[Data extracted from a collection]
=== Begin Enclosure ===

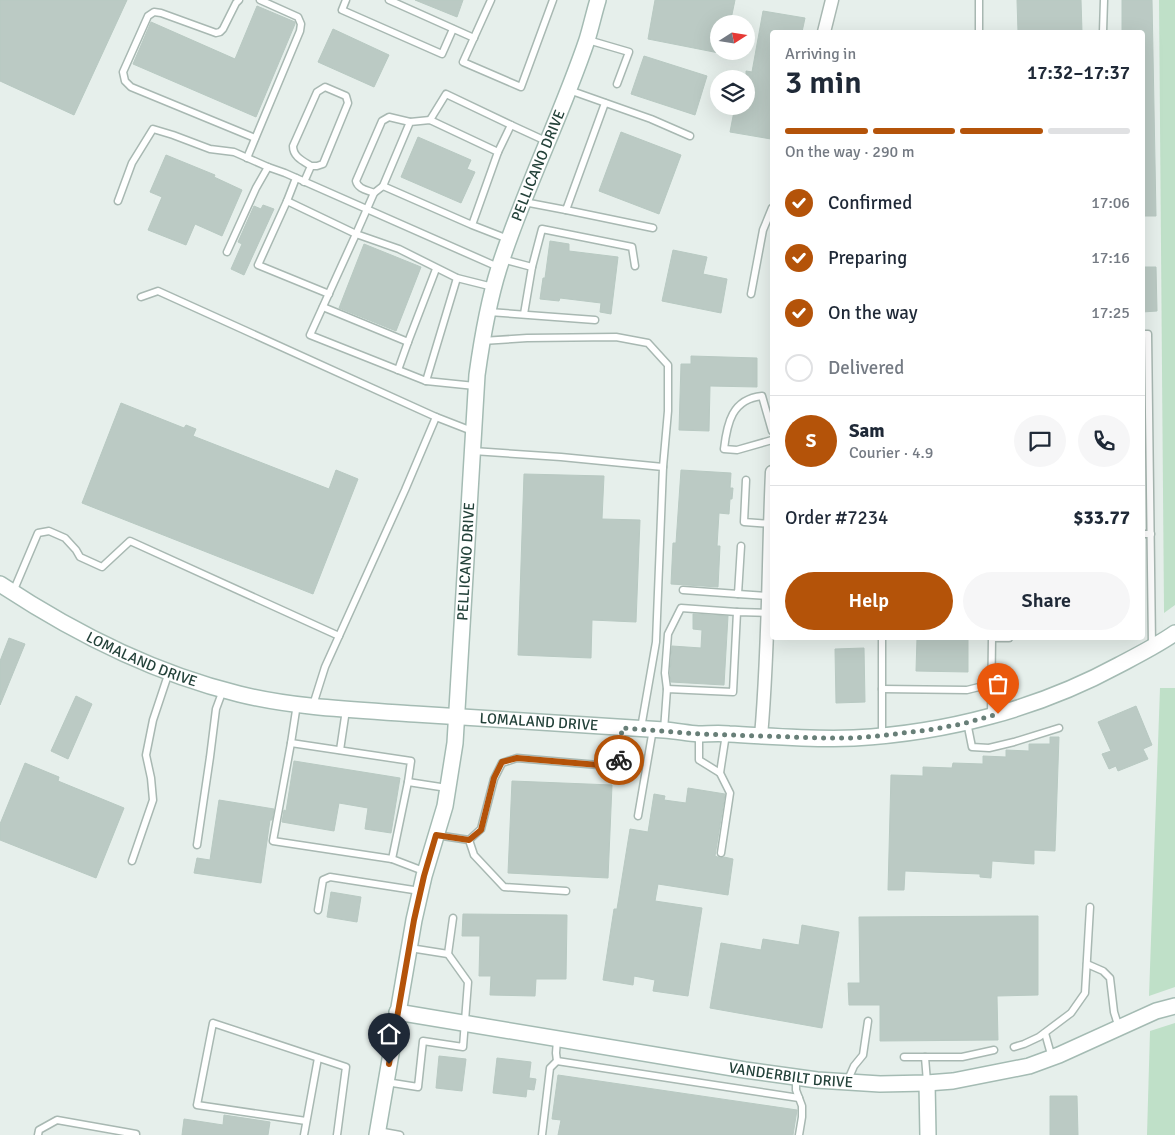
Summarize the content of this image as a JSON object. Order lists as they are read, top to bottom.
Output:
{
  "streets": {
    "street": ["PELLICANO DRIVE", "LOMALAND DRIVE", "VANDERBILT DRIVE"]
  },
  "crossings": [
    ["PELLICANO DRIVE", "LOMALAND DRIVE"],
    ["PELLICANO DRIVE", "VANDERBILT DRIVE"]
  ],
  "north": "right",
  "page": {
    "heading": ["3 min", "Arriving in", "17:32–17:37"],
    "panel": [
      "Sam",
      "Courier · 4.9",
      "Order #7234",
      "$33.77"
    ],
    "bar": "On the way · 290 m",
    "list": [
      ["Confirmed", "17:06"],
      ["Preparing", "17:16"],
      ["On the way", "17:25"],
      "Delivered"
    ],
    "round": "S",
    "buttons": ["Help", "Share"]
  }
}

=== End Enclosure ===

**Activity:**
Each entry is to be output exactly, and no picture is to appear.

**Response to this task:**
Summarize the content of this image as a JSON object. Order lists as they are read, top to bottom.
Output:
{
  "streets": {
    "street": ["PELLICANO DRIVE", "LOMALAND DRIVE", "VANDERBILT DRIVE"]
  },
  "crossings": [
    ["PELLICANO DRIVE", "LOMALAND DRIVE"],
    ["PELLICANO DRIVE", "VANDERBILT DRIVE"]
  ],
  "north": "right",
  "page": {
    "heading": ["3 min", "Arriving in", "17:32–17:37"],
    "panel": [
      "Sam",
      "Courier · 4.9",
      "Order #7234",
      "$33.77"
    ],
    "bar": "On the way · 290 m",
    "list": [
      ["Confirmed", "17:06"],
      ["Preparing", "17:16"],
      ["On the way", "17:25"],
      "Delivered"
    ],
    "round": "S",
    "buttons": ["Help", "Share"]
  }
}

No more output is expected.